Normally, I’m a very organized kind of guy. Since starting to work from home, however, I’ve found it more of a challenge. Perhaps it’s due to the challenge of trying to separate my work life, family life, and personal time when everything is now located on one computer. Or perhaps it’s because there’s nobody to impress anymore. My lovely wife could care less how organized I am and in fact usually makes light fun of my compulsion.
So I’ve started looking into some ways of staying organized. One that really appeals to me is David Allen’s Getting Things Done® (I can’t believe he has that phrase trademarked), or GTD. I won’t bore you with the details. The nice thing about this method is that there are numerous software programs for the Mac made specifically to help implement GTD. So I’ve spent an unfortunate amount of time this week trying to figure out which one can help me get more done stay organized.
Probably the most interesting one is called Life Balance. I think it could help just about anyone, regardless of whether you want to try the GTD method or whether you just want to get more done, be more organized, or strike a better balance in life. The basic idea is that you define about 2 to 7 life goals or functional areas of your life. Then you take these areas and tell Life Balance how important each one is to your whole life by way of a pie chart. You just grab the borders of each slice and drag it around with the mouse. I defined eight areas: Work, Health, Finances, Family, Fun, My Business, Chores, and Writing.
Within those areas you start to fill in smaller goals, projects to help you achieve your goals, and small tasks—anything you need to get done or remember. Each one can occur just once, regularly, or on a specific date. As you fill these in, you can set an importance and a level of effort. When you’re done, you go to your To Do list. The software takes into account everything you’ve entered—deadlines, levels of importance, and so forth—and tells you what to do.

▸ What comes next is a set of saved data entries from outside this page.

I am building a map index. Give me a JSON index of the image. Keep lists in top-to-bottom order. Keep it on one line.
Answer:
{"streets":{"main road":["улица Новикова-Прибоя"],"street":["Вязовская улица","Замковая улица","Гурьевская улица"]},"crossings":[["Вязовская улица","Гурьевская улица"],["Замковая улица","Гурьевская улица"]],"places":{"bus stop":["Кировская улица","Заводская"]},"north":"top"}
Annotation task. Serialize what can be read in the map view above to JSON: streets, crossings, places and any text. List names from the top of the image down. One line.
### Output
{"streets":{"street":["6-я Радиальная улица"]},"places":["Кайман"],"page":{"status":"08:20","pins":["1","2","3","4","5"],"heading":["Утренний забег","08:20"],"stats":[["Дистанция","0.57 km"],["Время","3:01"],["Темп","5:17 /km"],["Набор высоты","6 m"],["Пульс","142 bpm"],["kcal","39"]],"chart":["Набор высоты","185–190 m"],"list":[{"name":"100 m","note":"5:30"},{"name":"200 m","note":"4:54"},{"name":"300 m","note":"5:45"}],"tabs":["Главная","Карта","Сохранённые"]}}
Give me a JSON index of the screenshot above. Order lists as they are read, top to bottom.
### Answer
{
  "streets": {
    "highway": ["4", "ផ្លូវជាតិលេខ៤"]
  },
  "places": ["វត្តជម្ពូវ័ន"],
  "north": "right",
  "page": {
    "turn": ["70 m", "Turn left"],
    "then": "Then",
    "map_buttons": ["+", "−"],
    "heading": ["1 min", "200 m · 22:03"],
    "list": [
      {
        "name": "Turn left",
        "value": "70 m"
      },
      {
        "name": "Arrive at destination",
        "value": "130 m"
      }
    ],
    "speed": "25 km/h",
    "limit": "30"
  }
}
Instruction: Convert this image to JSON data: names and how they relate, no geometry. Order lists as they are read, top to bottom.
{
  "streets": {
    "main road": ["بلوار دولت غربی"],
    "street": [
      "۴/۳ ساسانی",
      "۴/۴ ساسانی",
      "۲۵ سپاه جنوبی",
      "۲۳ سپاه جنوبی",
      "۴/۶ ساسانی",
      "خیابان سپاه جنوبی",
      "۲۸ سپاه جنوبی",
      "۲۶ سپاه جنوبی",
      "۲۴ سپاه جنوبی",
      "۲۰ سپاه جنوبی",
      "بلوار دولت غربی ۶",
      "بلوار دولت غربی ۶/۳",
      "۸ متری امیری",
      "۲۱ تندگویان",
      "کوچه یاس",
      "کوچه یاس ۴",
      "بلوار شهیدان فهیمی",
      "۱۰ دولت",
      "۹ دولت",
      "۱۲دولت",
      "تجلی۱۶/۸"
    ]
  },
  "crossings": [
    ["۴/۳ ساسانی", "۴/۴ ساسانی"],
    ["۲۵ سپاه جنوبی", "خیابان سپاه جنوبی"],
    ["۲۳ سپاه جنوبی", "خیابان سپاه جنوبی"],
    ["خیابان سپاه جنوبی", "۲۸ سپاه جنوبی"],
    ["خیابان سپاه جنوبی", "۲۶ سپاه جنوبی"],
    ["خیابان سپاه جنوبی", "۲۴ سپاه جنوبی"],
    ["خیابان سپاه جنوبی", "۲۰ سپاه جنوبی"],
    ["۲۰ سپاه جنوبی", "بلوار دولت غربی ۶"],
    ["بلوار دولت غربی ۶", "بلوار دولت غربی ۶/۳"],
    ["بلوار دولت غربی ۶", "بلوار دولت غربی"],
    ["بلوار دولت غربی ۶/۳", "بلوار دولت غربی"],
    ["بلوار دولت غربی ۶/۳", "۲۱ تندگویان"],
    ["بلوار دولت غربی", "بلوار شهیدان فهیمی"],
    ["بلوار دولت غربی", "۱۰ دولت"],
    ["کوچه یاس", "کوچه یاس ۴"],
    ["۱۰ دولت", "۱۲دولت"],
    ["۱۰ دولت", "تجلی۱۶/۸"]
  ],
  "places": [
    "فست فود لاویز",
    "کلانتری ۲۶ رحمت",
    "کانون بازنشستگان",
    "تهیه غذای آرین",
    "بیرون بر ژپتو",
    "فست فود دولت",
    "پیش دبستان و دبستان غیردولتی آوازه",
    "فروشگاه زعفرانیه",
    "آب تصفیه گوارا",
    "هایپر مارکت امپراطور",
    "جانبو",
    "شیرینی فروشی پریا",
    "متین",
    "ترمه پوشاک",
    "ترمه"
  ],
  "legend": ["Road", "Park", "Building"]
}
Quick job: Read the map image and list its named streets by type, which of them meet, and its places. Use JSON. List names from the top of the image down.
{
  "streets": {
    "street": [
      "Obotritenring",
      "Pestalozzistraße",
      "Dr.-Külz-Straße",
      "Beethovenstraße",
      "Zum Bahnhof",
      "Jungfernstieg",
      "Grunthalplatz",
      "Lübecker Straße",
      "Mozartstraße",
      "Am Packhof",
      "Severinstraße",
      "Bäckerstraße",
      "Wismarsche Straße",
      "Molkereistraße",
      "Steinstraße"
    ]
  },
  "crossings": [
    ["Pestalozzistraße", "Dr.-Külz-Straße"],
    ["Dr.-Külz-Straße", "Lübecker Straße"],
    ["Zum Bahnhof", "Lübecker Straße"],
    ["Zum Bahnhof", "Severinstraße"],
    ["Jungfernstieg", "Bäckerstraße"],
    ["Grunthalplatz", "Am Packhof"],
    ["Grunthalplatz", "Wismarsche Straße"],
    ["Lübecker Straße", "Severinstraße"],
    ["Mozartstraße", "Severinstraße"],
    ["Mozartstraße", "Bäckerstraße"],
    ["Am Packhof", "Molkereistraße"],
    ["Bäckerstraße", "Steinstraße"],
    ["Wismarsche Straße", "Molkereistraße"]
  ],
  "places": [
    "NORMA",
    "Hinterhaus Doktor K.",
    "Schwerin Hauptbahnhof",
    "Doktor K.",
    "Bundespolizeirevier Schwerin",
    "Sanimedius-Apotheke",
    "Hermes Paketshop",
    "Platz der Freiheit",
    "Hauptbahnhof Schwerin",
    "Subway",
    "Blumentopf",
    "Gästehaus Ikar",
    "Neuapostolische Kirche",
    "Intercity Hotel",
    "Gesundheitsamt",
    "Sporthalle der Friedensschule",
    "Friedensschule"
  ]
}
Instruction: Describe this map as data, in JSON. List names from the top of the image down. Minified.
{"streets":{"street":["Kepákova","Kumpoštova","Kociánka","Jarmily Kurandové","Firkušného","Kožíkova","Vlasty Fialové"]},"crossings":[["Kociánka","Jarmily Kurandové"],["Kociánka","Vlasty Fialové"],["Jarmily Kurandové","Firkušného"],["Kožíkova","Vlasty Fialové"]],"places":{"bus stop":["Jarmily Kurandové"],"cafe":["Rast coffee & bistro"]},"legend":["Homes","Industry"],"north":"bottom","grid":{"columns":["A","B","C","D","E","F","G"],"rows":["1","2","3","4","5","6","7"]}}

There’s one more major feature called Places. You can use Places to filter your big To Do list down to stuff you only want to work on right now. These are things like At Work, Errands, and At the Computer. For me, I’m always at the computer, or at least nearby. I rarely leave the house these days. For me, it made more sense to use slightly more conceptual spaces to help me focus, such as Work Time, Personal Time, and About the House.
I’m enjoying Life Balanced quite a bit. There are a few others I’ve tried out, like Midnight Inbox, Things, and OmniFocus. They have sexier user interfaces (and I’m a sucker for beautiful software), but in the end Life Balance made more sense in my head. It has a 14-day free trial. If you’re having a hard time keeping balance in your busy life, maybe you should check it out.
What about you? How do you stay organized?